External Defect Detection of Red-Skin Potatoes (Solanum tuberosum L.) Based on Hyperspectral Image Analyses
摘要
Hyperspectral technology serves as a crucial means for simultaneously detecting internal and external defects as well as biophysical and chemical properties in potatoes, representing a key pathway to achieving integrated detection. However, a dedicated hyperspectral image-based detection method for external defects in red-skinned potatoes is still lacking. To address this gap, this study proposes a hyperspectral image feature-based method for detecting external defects in red-skinned potatoes. First, raw hyperspectral images within the 400 ~ 1000 nm range were acquired and preprocessed. Subsequently, image processing was applied to the preprocessed hyperspectral images. Two-stage principal component analysis (PCA) extracted nine feature wavelengths, and the Otsu algorithm generated masks to precisely segment regions of interest (ROI).

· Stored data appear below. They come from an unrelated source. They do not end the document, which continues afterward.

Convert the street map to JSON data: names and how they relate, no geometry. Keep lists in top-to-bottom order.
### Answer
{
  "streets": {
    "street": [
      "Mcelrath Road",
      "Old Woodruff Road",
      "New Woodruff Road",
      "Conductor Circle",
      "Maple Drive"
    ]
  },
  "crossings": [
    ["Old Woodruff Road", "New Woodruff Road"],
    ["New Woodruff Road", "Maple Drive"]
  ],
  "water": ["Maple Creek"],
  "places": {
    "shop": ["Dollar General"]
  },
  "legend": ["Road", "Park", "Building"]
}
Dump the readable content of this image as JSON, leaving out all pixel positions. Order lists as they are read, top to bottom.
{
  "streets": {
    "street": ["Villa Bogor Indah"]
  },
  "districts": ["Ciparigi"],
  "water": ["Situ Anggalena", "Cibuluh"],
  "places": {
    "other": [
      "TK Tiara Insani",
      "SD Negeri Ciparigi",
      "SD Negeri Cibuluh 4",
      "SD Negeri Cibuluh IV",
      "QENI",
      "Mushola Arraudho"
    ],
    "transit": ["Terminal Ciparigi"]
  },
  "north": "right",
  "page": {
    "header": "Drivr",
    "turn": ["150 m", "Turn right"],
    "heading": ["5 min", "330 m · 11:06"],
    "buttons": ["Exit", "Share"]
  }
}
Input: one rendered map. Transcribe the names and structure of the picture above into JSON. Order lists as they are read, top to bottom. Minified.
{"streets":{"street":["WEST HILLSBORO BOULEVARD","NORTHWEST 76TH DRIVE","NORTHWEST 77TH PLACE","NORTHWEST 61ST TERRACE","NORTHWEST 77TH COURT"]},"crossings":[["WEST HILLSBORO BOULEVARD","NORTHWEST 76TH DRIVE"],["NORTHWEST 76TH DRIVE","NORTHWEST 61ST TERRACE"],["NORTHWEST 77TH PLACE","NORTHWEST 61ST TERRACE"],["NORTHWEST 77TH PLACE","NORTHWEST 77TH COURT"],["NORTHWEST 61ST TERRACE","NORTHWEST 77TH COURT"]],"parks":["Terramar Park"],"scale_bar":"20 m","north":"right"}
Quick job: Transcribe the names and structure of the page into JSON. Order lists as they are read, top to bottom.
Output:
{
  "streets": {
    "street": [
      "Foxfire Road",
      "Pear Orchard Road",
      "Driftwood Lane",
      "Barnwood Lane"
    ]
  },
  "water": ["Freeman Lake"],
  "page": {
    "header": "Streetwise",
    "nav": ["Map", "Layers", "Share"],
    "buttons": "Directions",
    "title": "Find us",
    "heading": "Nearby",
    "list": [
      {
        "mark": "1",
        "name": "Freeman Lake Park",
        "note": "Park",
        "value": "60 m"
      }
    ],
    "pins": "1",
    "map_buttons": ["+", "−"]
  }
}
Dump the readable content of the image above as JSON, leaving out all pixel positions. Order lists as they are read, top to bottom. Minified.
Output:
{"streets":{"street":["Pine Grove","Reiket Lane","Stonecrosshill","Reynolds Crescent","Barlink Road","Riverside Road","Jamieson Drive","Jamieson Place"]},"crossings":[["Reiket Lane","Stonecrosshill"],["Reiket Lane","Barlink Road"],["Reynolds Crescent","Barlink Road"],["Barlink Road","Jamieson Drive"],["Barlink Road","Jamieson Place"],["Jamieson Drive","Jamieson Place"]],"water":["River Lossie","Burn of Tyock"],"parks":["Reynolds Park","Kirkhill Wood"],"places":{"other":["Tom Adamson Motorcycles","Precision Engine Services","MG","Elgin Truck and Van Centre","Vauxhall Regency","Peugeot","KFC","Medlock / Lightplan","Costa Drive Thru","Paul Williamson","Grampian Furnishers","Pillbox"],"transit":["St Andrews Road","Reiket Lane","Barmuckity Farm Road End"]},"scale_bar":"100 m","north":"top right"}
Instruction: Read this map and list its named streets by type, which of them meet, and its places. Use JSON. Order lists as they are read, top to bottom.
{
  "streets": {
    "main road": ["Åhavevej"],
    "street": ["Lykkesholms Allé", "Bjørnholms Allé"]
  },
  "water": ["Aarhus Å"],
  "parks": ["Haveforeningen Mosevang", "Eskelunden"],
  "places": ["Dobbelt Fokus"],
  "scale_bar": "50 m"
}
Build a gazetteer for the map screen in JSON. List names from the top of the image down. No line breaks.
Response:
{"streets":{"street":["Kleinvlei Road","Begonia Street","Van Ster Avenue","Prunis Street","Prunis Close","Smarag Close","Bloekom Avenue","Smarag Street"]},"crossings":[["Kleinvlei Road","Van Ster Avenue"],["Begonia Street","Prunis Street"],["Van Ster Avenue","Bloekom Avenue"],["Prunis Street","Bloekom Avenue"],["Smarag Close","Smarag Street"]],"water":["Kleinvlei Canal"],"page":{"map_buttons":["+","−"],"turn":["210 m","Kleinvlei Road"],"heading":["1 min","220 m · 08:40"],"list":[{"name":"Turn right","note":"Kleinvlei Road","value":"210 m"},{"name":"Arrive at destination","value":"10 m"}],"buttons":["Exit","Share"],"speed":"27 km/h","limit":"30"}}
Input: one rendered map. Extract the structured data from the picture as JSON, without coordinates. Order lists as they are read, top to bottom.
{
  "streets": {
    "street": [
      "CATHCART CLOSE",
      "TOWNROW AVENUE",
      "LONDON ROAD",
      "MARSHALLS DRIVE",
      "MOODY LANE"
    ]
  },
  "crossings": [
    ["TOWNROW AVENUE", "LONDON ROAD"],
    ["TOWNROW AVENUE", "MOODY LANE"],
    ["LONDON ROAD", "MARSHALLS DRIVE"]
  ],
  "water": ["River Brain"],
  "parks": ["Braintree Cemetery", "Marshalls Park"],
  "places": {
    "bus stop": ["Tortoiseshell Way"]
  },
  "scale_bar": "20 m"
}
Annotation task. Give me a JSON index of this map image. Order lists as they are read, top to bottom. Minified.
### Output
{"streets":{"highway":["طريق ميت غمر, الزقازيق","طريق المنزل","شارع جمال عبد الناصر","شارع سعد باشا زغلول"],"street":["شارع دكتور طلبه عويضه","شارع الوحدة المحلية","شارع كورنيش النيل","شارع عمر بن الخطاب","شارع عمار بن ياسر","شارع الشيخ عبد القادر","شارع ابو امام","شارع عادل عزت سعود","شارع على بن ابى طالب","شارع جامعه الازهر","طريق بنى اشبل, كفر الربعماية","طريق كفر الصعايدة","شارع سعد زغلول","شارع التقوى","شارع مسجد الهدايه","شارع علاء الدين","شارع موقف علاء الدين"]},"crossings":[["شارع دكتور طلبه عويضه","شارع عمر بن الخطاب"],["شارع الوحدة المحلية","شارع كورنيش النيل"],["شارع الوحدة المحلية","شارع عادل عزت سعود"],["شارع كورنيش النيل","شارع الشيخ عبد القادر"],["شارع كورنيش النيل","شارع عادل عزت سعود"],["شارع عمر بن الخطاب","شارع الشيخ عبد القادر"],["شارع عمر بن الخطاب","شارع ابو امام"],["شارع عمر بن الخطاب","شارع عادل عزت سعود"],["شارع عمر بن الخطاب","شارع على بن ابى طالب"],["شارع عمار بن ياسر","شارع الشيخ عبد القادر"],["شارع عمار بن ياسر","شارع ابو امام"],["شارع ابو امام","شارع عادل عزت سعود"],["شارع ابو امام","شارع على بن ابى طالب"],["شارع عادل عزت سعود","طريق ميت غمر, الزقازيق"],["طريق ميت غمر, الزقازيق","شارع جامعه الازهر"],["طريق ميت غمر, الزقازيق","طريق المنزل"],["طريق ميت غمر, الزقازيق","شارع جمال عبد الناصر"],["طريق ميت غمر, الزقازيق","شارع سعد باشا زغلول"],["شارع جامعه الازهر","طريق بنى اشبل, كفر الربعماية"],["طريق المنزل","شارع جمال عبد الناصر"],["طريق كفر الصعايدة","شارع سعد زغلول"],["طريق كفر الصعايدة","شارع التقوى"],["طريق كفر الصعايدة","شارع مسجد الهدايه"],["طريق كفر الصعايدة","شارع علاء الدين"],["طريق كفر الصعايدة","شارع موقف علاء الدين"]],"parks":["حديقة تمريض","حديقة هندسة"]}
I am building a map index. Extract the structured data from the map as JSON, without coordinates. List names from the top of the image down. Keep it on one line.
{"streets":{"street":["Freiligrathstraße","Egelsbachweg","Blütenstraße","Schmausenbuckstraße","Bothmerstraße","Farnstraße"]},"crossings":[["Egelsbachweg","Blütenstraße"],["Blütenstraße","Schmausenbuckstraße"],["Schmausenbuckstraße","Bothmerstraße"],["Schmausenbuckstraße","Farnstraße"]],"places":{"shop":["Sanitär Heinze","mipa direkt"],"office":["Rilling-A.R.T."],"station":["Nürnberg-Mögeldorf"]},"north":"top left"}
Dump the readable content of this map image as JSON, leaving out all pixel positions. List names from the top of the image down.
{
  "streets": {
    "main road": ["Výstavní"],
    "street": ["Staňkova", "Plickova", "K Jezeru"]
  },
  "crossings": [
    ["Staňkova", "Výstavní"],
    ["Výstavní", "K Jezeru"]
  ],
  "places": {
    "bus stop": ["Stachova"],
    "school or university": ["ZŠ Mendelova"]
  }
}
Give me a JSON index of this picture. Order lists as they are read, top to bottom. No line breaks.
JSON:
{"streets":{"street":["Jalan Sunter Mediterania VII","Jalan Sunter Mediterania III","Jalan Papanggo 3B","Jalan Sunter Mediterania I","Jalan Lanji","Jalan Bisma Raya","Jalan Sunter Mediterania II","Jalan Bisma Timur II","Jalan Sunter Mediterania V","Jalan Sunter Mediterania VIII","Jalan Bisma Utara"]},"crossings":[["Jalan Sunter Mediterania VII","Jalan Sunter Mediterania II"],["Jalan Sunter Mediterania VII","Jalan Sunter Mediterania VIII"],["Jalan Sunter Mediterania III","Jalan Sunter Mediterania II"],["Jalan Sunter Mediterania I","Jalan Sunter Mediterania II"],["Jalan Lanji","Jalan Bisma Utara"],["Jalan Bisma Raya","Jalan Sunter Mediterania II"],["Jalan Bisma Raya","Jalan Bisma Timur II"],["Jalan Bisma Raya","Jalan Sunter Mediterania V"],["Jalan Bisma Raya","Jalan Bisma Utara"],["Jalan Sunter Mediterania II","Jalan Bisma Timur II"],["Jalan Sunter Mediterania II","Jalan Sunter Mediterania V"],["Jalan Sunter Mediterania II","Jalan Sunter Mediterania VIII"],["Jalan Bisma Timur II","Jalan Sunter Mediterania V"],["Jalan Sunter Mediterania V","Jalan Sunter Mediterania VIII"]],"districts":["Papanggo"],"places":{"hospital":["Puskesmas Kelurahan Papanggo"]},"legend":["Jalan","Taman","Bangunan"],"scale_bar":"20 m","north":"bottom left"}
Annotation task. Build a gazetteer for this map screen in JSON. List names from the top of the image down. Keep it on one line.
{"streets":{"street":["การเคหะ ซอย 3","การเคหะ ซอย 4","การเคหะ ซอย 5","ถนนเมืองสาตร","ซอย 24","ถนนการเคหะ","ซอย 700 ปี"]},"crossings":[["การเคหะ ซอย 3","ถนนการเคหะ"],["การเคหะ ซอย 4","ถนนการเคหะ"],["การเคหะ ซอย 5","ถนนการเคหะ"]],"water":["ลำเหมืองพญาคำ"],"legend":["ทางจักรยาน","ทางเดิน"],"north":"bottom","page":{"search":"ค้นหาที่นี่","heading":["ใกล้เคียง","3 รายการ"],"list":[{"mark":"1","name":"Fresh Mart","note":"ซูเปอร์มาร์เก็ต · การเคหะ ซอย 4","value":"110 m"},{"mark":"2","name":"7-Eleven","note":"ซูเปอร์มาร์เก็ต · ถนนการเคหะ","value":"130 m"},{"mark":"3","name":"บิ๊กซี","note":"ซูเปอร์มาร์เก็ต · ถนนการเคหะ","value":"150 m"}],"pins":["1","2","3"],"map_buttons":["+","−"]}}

Feature extraction and modeling proceeded along two parallel paths: the hyperspectral image path computed directional gradient histogram (HOG) texture features within the ROI and quantified texture pattern differences among various defects using Pearson correlation analysis; the hyperspectral data path manually extracted the average reflectance of the ROI from the preprocessed hyperspectral image. Finally, Support Vector Machine (SVM) and Random Forest (RF) algorithms were employed to construct and compare classification models. The results indicate that models based on hyperspectral image features significantly outperform those based on hyperspectral data features. Among these, the “SVM-image features” combination emerged as the optimal model, achieving an overall accuracy rate of 96.4%. This study confirms the feasibility of applying hyperspectral technology to external defect detection in red-skinned potatoes. The established framework provides an effective technical solution for future integration with internal quality inspection and the realization of intelligent single-station sorting.